Their reporting raised awareness of issues previously unknown or not talked about, and it has resulted in changes in practice and policy after the stories were reported. Some of these young journalists went on to receive awards for the work they had done shining a light on issues some companies and governments would have preferred remained unseen.
Many journalists work in difficult places under threatening circumstances and are exposed to violence and harassment. UN Secretary General Antonio Guterres said, "I am deeply troubled by the growing number of attacks and the culture of impunity." According to UNESCO, almost 100 journalists were killed in 2018. Hundreds are imprisoned. "When media workers are targeted," Guterres cautioned, "societies as a whole pay a price."

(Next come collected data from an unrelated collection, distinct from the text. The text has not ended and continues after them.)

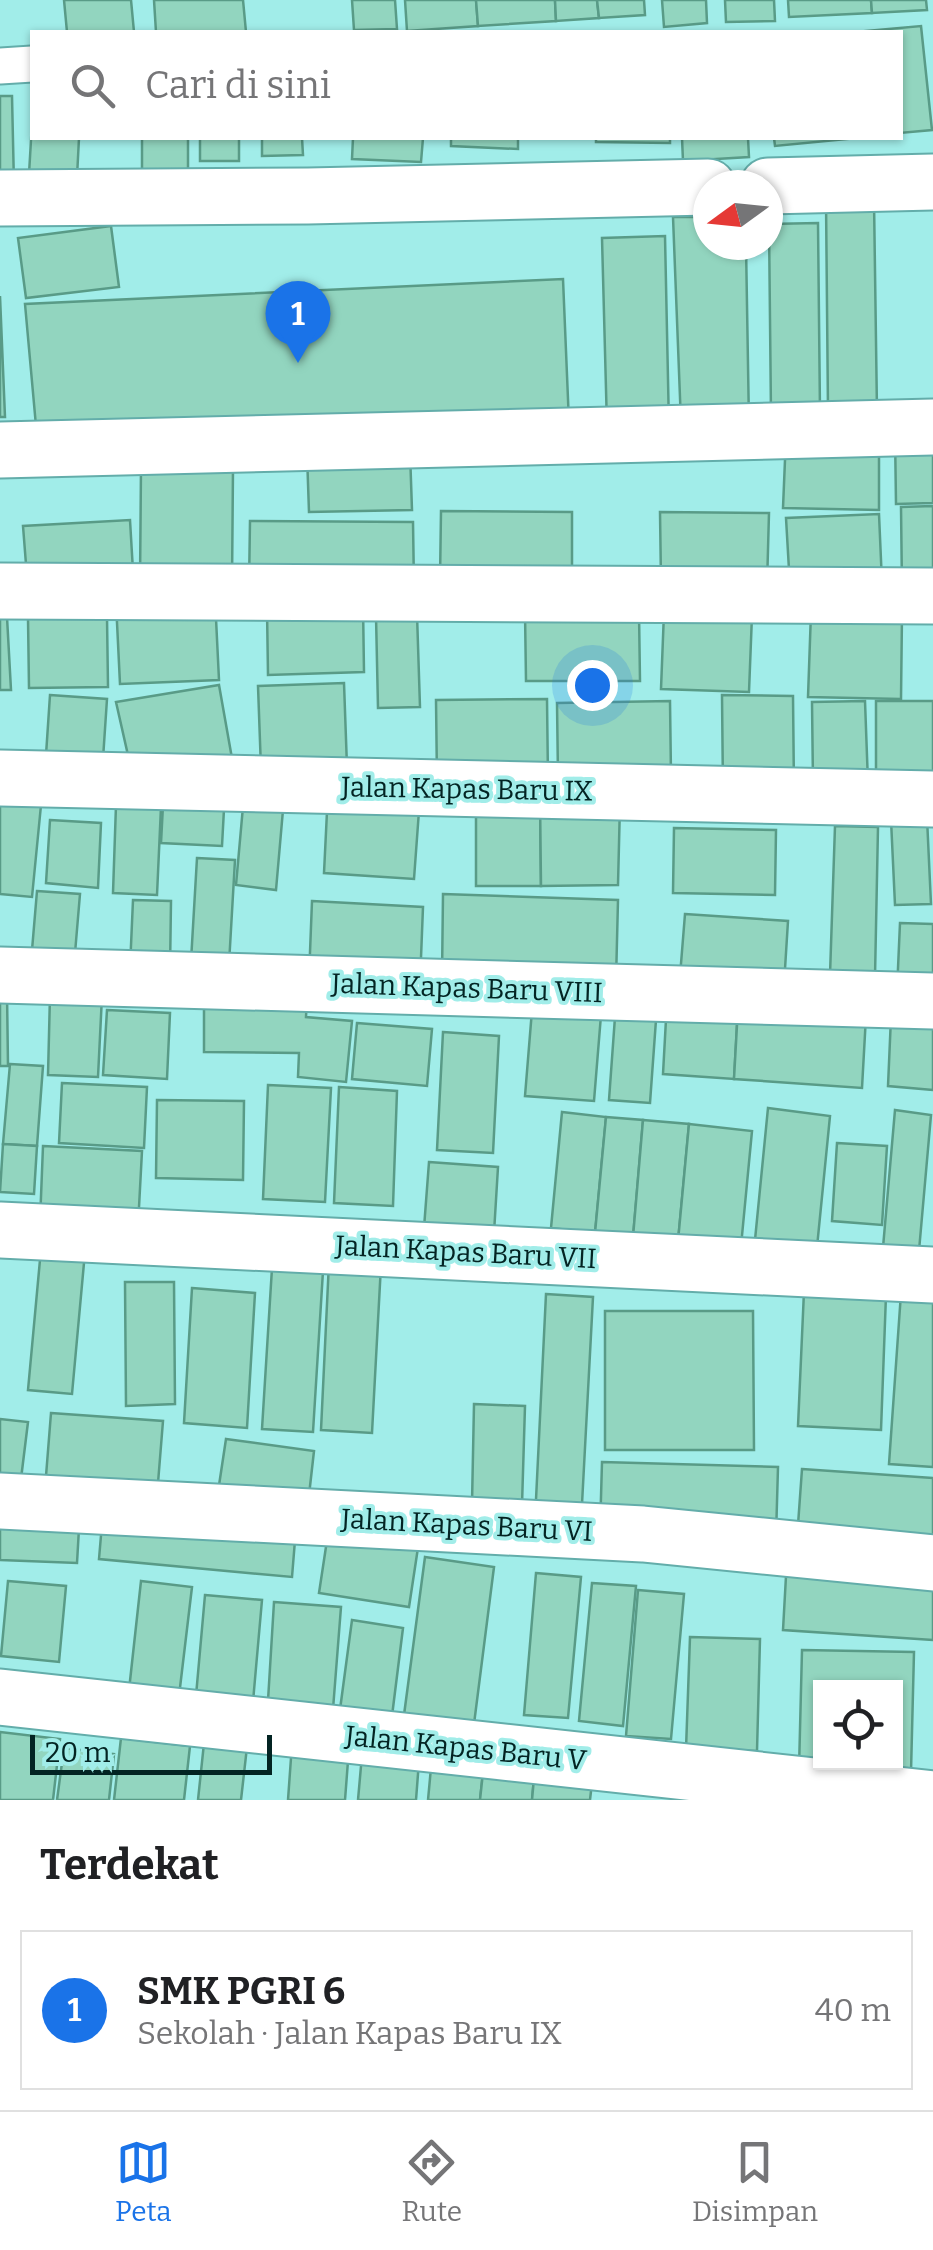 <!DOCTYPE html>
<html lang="id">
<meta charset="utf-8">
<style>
body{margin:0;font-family:Bitter,serif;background:#f2f2f2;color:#202124}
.controls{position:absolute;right:30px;bottom:30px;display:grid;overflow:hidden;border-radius:0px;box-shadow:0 2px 8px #0004}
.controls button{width:90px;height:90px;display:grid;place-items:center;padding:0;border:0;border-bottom:2px solid #e0e0e0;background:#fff;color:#202124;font:50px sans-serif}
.compass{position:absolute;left:693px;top:170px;width:90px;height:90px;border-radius:50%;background:#fff;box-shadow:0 2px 8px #0004;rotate:255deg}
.scale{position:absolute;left:30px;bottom:25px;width:242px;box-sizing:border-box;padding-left:10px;border:5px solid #032423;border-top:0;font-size:28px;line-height:35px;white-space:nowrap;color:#032423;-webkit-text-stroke:8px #a1ede9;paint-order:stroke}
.you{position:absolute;left:592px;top:685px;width:35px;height:35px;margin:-25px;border:8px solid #fff;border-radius:50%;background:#1a73e8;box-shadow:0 0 0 15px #1a73e833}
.badge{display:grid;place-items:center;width:65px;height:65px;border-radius:50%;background:#1a73e8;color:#fff;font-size:32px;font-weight:700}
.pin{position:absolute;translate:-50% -82px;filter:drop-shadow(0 2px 5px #0008)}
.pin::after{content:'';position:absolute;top:52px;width:35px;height:30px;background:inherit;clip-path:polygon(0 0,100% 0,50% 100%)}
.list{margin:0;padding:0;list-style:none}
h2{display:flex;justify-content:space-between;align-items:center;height:130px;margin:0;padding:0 40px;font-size:42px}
h2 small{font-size:32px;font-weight:400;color:#757577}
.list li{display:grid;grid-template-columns:65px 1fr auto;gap:30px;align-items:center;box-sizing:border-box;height:160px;margin:0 20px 20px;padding:0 20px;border:2px solid #e0e0e0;border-radius:0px}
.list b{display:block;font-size:38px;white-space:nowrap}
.list p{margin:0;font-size:32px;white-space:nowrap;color:#757577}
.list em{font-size:32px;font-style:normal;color:#757577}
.icon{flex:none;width:55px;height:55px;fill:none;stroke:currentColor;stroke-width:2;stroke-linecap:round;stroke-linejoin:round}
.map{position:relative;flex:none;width:933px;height:1800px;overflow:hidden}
.search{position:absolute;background:#fff;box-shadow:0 2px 8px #0004;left:30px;right:30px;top:30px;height:110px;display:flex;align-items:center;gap:25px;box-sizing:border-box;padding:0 35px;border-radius:0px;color:#757577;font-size:38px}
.sheet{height:310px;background:#fff}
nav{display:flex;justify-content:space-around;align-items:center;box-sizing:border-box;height:140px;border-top:2px solid #e0e0e0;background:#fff;font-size:28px;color:#757577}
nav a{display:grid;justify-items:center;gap:5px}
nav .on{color:#1a73e8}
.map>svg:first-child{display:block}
.building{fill:#92d5bf;stroke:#599b87;stroke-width:2.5;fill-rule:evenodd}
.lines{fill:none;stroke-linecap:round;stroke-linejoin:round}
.lane-casing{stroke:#63adaa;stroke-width:39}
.street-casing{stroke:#63adaa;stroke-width:59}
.lane{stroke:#fff;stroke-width:35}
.street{stroke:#fff;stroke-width:55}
.labels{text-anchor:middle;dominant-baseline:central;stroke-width:8;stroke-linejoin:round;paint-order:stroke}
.street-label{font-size:28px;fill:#032423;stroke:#a1ede9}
</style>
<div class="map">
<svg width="933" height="1800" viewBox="0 0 933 1800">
<rect width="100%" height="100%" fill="#a1ede9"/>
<g class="building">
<path d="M64 0H131L134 32H67Z"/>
<path d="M154 0H243L246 32H156Z"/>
<path d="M352 0H395L397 29 354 30Z"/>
<path d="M405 0H476L478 26 407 31Z"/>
<path d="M476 0H555L556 21 478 26Z"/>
<path d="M555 0H597L599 18 556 21Z"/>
<path d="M597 0H644L645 15 599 18Z"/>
<path d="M662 0H706L707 23 664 27Z"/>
<path d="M725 0H774L775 21 726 22Z"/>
<path d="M788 0H871L872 13 789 17Z"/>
<path d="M871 0H926L927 10 872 13Z"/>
<path d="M921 26 932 130 900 133V32H855Z"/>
<path d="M0 96H12L14 185 0 186Z"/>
<path d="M32 123V138H79L77 177 29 174Z"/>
<rect x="142" y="138" width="46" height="37"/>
<rect x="200" y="138" width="39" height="23"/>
<path d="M262 138H302L303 155 262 156Z"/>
<path d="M353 138H423L421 162 352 159Z"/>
<path d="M451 138H518V149L451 146Z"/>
<path d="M596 138H670V143L596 142Z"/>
<path d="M682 138H748L749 157 683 161Z"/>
<path d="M774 138H857L775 146Z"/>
<path d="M826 200H874L877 412 828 411Z"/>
<path d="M673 217H708V245H746L749 424 681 423Z"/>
<path d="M818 223 820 413 771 414 769 224Z"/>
<path d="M111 226 119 287 26 298 18 238Z"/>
<path d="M665 236 669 427H607L602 238Z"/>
<path d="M563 279 569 423 37 437 25 304Z"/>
<path d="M0 296 5 417H0Z"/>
<path d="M933 431V503L896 504 895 433Z"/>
<path d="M879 435V510L783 508 786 436Z"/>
<path d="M410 452 412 510 309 512 307 454Z"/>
<path d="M141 467 233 469 232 583H140Z"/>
<path d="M933 506V591L902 590 901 507Z"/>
<path d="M441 511 572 512V580H440Z"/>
<path d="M660 512 769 513 767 586 661 582Z"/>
<path d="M879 514 882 583 790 587 786 518Z"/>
<path d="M130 520 133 571 27 577 23 526Z"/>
<path d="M250 521 413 522 414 587 249 586Z"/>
<path d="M215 598 219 680 120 684 116 602Z"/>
<path d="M363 605 364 672 268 675 267 609Z"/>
<path d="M525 612H639L640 681H526Z"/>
<path d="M664 612 752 615 749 692 661 689Z"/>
<path d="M811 612 902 614 901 699 808 697Z"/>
<path d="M417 614 420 707 378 708 376 616Z"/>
<path d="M0 617H7L11 690H0Z"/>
<path d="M107 617 108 687 29 688 28 618Z"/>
<path d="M344 683 347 767 261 769 258 686Z"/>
<path d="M219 685 233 764 132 773 116 702Z"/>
<path d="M50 695 107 699 102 774 45 770Z"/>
<path d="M722 695 793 696 794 790 723 791Z"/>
<path d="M547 699 548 780 437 781 436 700Z"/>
<path d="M670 701 671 776 558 777 557 703Z"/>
<path d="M865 701 868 783H813L812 702Z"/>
<path d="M876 701H933V784L876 783Z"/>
<path d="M245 784 285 787 276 890 236 885Z"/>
<path d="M0 791 42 795 32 897 0 894Z"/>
<path d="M328 791 420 797 414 879 324 873Z"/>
<path d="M476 792 540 798 541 886H476Z"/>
<path d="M540 798 620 803 618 885 541 886Z"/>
<path d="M116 805 161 807 157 895 113 893Z"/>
<path d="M163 805 224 809 222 846 161 843Z"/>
<path d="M927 818 931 904 895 905 891 820Z"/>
<path d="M50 820 101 823 98 888 46 883Z"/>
<path d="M835 826 878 827 875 977 830 975Z"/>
<path d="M674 828 776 830 775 895 673 893Z"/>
<path d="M197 858 235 860 229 964 191 961Z"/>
<path d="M37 891 80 894 74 965 31 962Z"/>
<path d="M443 894 618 900 616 981 442 976Z"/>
<path d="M133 900 171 901 170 970 130 968Z"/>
<path d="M312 901 423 907 420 983 309 978Z"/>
<path d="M685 914 788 921 784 985 680 976Z"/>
<path d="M900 923 933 924V992L897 991Z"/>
<path d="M0 992H7L8 1066H0Z"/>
<path d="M50 995 102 996 98 1077 48 1075Z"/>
<path d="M204 998H307L306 1017 352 1021 346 1082 298 1077 299 1053 204 1052Z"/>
<path d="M667 1001 738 1007 734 1079 663 1074Z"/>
<path d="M616 1003 657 1006 650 1103 609 1100Z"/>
<path d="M738 1007 866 1016 862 1088 734 1079Z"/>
<path d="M107 1010 170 1013 167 1079 103 1075Z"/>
<path d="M532 1010 601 1015 594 1101 525 1096Z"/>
<path d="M891 1017 933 1020V1090L888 1086Z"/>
<path d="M357 1023 432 1029 427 1086 352 1079Z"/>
<path d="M443 1032 499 1036 493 1153 437 1150Z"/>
<path d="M10 1064 43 1066 37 1146 3 1144Z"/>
<path d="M62 1083 147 1087 144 1148 59 1143Z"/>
<path d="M268 1085 331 1088 325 1202 263 1199Z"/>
<path d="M339 1087 397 1091 393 1206 334 1203Z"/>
<path d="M157 1100 244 1101 243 1180 156 1178Z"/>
<path d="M768 1108 830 1116 817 1247 755 1240Z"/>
<path d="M895 1110 931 1115 918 1262 882 1259Z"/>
<path d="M562 1112 606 1117 595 1233 551 1228Z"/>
<path d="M606 1117 643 1120 633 1237 595 1233Z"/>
<path d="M643 1120 689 1124 678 1241 633 1237Z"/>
<path d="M689 1124 752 1131 741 1246 678 1241Z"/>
<path d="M837 1143 887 1146 882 1225 832 1221Z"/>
<path d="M3 1144 37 1146 34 1194 0 1192Z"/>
<path d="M43 1146 142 1151 138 1226 40 1222Z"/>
<path d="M429 1162 498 1167 494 1233 424 1228Z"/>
<path d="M41 1249 85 1252 72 1394 28 1390Z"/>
<path d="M329 1262 381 1265 372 1433 321 1430Z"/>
<path d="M272 1268 323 1271 313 1432 262 1429Z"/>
<path d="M125 1282H174L175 1404 126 1406Z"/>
<path d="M192 1288 255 1293 247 1428 184 1423Z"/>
<path d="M804 1291 886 1295 881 1430 798 1426Z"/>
<path d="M901 1293 933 1295V1467L889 1464Z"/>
<path d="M546 1294 593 1297 581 1523 535 1520Z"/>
<path d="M605 1311H753L754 1450H605Z"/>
<path d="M474 1404 525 1406 522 1505 472 1504Z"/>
<path d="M51 1413 163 1421 158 1483 46 1476Z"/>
<path d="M0 1419 28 1422 20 1487 0 1484Z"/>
<path d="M226 1439 314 1451 308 1504 218 1492Z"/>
<path d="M602 1462 778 1467 776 1537 600 1532Z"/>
<path d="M802 1469 933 1478V1548L797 1539Z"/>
<path d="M0 1507 80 1511 77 1563 0 1560Z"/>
<path d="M103 1512 296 1528 292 1577 99 1559Z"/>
<path d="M329 1527 419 1541 409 1607 319 1593Z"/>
<path d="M425 1557 494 1567 474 1724 404 1715Z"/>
<path d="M536 1573 581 1577 568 1718 524 1715Z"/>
<path d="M786 1576 933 1586V1640L783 1630Z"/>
<path d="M8 1581 66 1586 59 1662 1 1656Z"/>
<path d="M141 1581 192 1587 179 1696 129 1690Z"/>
<path d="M592 1583 636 1586 623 1726 579 1721Z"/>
<path d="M638 1590 684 1594 671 1739 626 1736Z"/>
<path d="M205 1595 262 1600 252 1713 195 1707Z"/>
<path d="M274 1602 341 1607 332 1722 267 1717Z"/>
<path d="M352 1620 403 1628 391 1724 339 1717Z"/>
<path d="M690 1637 760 1639 757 1751 686 1749Z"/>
<path d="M802 1650 914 1652 911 1772 799 1769ZM820 1688H896V1762H820Z"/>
<path d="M0 1732 60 1739 53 1800H0Z"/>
<path d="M121 1738 190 1746 184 1800H114Z"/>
<path d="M204 1743 247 1747 241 1800H198Z"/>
<path d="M292 1744 349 1748 345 1800H288Z"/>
<path d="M64 1748 114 1754 109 1800H57Z"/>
<path d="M362 1755 419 1761 416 1800H358Z"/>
<path d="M432 1757 484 1763 480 1800H428Z"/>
<path d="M484 1763 535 1767 532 1800H480Z"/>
<path d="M535 1767 593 1774 590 1800H532Z"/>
</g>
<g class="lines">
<g class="lane-casing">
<path id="lane" d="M0 66 32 64"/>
</g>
<g class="street-casing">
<g id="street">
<path d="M768 186 933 182"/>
<path d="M0 198 308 196 708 187"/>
<path d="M0 450 933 427"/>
<path d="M0 591 933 596"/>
<path d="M0 778 933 799"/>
<path d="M0 975 933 1001"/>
<path d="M0 1230 933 1275"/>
<path d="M0 1501 643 1534 933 1563"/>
<path d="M0 1697 933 1799"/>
</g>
</g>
<use href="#lane" class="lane"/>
<use href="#street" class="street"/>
</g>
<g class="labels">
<g class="street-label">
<text transform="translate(467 789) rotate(1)">Jalan Kapas Baru IX</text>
<text transform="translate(467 988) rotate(2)">Jalan Kapas Baru VIII</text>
<text transform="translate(466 1252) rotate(3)">Jalan Kapas Baru VII</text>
<text transform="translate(467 1525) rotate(3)">Jalan Kapas Baru VI</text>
<text transform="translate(466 1748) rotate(6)">Jalan Kapas Baru V</text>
</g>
</g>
</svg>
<div class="controls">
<button><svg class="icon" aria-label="locate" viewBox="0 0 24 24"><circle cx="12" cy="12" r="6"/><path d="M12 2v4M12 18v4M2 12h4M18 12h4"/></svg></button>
</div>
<svg class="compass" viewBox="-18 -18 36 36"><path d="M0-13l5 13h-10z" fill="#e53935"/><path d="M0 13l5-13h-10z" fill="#757577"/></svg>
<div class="scale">20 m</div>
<div class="you"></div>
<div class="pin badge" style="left:298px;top:363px">1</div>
<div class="search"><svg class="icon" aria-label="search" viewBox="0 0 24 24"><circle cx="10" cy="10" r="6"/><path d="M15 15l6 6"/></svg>Cari di sini</div>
</div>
<section class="sheet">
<h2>Terdekat<small></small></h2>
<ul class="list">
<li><span class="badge">1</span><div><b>SMK PGRI 6</b><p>Sekolah · Jalan Kapas Baru IX</p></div><em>40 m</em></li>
</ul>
</section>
<nav>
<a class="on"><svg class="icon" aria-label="map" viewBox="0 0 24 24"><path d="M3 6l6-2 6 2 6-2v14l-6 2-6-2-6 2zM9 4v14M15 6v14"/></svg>Peta</a>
<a><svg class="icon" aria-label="directions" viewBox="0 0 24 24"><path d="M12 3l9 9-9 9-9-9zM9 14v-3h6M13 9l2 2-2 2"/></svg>Rute</a>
<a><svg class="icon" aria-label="saved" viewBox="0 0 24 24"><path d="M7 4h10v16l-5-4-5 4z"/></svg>Disimpan</a>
</nav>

Yet the work advances. Questions are asked, stories are reported, and the truth is told. It must continue. In some countries, citizens are seeing for the first time the importance of a free press in coverage of stories that have previously been kept quiet. In other places people are keeping a tenuous hold on what they have, knowing that unless it is fought for, a non-partisan press will be gone. Democracy requires access to open and accurate information and is something that, if taken for granted, will be lost.
May 3, World Press Freedom Day, we join with media professionals all over the world in honoring those who are committed to the hallmarks of journalism; asking who, where, when, what, why and how. They are keeping citizens informed and leaders accountable.